Lean 4 manual provides documents and an example on FFI to C. lean-gccjit is a exellent project that demonstrates how to map complicated C function signatures to Lean 4 types, and how a Lean 4 binding to a sofisticated C library is organized and documented.

In Lean 4 unit tests, there's a minimal FFI to C++ example which explores the basics of wrapping a C++ object using an lean_external_object.

EigenLean gives a complete solution to safely create C++ objects, use them from an opaque Lean type, call C++ methods on them, and safely destroy them via reference counting mechanism available in Lean 4 and destructor mechanism in C++. The solution slightly utilizes C++14 features, thus require a C++14-compatible compiler. One caveat is that the solution is not immediately thread-safe but can be made so easily. And the bonus is it builds all the foundation to call template methods on C++ template classes, which in retrospect, is very natural from Lean's dependent types but technical non-trivial. There are quite a few great header-only libraries could be brought to Lean 4 in the same way. It also settles on a good way to organize the C++ code and the Lean code, as well as some naming conventions (an exotic naming like GiNaC still has its own subtleties, though).
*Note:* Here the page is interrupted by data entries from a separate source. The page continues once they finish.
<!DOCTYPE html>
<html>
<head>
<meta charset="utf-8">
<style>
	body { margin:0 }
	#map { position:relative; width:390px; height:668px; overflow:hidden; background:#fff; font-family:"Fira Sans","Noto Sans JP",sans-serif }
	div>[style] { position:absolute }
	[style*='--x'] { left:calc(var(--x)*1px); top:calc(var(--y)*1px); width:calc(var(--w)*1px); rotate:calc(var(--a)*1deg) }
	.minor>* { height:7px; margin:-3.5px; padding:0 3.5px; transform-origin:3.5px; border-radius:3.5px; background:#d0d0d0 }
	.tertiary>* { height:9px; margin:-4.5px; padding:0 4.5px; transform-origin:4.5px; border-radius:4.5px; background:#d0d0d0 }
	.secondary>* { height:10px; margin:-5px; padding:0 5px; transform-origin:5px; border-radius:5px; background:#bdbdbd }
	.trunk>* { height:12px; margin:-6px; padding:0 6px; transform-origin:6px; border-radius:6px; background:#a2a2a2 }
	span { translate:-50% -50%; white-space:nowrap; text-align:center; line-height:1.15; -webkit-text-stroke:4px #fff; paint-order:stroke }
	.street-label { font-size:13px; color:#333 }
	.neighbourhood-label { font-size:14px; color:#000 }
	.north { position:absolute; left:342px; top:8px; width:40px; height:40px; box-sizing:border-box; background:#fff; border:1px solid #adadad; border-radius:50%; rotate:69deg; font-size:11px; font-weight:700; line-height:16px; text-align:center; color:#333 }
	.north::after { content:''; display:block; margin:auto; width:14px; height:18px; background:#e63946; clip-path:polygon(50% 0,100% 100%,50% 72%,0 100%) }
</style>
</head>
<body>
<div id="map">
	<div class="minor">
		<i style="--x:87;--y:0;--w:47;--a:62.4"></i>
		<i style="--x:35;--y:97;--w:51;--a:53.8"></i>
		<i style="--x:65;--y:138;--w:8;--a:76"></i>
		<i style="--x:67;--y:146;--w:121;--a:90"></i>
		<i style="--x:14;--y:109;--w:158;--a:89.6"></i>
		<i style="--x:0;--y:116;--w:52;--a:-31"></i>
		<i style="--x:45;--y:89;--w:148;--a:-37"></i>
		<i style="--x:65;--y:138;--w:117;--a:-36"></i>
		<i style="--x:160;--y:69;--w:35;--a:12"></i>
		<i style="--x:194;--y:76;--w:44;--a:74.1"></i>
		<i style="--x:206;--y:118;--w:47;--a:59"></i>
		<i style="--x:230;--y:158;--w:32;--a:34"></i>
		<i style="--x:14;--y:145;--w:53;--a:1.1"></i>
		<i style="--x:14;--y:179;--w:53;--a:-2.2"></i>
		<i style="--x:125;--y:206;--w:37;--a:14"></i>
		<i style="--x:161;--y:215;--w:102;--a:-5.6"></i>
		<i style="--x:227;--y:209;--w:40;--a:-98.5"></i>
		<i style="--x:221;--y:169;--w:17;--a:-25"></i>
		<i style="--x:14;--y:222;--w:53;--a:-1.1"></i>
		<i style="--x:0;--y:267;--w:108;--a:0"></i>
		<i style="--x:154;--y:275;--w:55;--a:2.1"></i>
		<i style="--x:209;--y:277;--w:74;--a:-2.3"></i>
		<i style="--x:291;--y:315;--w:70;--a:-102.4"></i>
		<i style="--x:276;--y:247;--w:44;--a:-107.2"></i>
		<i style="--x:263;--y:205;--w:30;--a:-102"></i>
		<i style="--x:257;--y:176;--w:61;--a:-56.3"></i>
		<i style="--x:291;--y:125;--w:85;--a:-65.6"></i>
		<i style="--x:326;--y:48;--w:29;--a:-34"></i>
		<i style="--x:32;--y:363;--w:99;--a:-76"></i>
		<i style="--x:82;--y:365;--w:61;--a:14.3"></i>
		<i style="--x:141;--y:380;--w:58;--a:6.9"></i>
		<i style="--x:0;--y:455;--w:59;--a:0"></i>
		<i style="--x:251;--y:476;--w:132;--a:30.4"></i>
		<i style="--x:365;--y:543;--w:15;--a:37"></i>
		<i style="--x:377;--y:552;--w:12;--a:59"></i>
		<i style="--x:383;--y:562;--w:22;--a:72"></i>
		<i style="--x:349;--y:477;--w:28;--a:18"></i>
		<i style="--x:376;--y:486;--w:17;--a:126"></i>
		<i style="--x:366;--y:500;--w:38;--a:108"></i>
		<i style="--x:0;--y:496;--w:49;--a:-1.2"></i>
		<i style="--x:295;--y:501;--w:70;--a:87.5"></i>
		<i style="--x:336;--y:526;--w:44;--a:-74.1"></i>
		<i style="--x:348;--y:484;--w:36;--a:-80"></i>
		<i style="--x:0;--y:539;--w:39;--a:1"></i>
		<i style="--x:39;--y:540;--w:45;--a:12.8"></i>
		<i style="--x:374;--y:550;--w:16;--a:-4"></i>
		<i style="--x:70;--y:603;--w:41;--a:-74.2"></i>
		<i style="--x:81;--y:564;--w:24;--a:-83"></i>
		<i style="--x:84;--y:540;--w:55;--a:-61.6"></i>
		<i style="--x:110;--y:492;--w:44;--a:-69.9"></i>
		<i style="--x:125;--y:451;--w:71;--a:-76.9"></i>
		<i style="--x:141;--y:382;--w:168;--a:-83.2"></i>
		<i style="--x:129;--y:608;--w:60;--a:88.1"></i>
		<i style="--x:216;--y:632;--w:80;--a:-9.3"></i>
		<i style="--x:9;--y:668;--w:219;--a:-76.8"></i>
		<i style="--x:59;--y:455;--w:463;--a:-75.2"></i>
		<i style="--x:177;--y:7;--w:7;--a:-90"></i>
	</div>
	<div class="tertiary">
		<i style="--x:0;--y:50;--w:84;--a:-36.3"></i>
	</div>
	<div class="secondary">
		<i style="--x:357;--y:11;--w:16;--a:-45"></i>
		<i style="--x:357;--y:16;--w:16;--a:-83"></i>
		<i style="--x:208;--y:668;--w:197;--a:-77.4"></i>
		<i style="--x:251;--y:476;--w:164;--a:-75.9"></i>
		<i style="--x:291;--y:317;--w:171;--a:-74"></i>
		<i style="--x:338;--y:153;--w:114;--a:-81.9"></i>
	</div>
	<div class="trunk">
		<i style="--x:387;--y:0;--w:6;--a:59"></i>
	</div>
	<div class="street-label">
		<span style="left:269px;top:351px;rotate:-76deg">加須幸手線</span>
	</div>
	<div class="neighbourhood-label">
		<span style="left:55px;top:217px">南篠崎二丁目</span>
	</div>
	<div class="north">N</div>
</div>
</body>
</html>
What EigenLean didn't explore, is to work with a non-header-only C++ library, which is the case for GiNaC, as well as many other C++ libraries. One particularly common case is that you have some C++ header and a pre-compiled shared library, whether it's due to the unavailability of the source code, or the difficulties to compile and link, including long compilation time. Its lakefiles is thus very simple and applicable only to libraries with less complications from its source code or binary distribution.

This is mostly covered by LeanInfer, which does a great job to make binary-only runtime to work with Lean, integreated with the Lake's cloud build releases to bundle binaries like pre-compiled linker-happy shared libraries for supported platforms.

Some limitations of LeanInfer's solution: At the time of writing, it relies on local builds by the authors, including building LLVM, Clang and its standard library libc++ from source, no CI has been set up to run this continuously to make it applicable for other projects. It also requires to build the C++ part with clang++ and its standard library libc++ on all platforms, which could be chanllenaging for FFI binding developers who are not familiar with C++ toolchains, also some libraries requires heavy patching to compile and link with libc++ instead of the more widely available libstdc++ from GNU.

There is also another library worth noticing, hashbrown4lean which successfully creates a Lean 4 binding to the Rust library hashbrown. Its solution is very similar to EigenLean's, but it also demonstrates how to ensure memory safety, and type correspondance across the FFI boundary bewteen Lean and Rust, which could be inspriring for C++ FFI binding developers as well.

FFI to C++ in some other languages

In general, creating a binding to a C++ library requires a C shim layer, which is the only universal ABI to talk between languages. So the task boils down to creating a C style interface to the C++ library which faithfully represents the C++ API, make it available as a low-level interface in the target language, and then create a high-level interface in the target language to make it more idiomatic to use.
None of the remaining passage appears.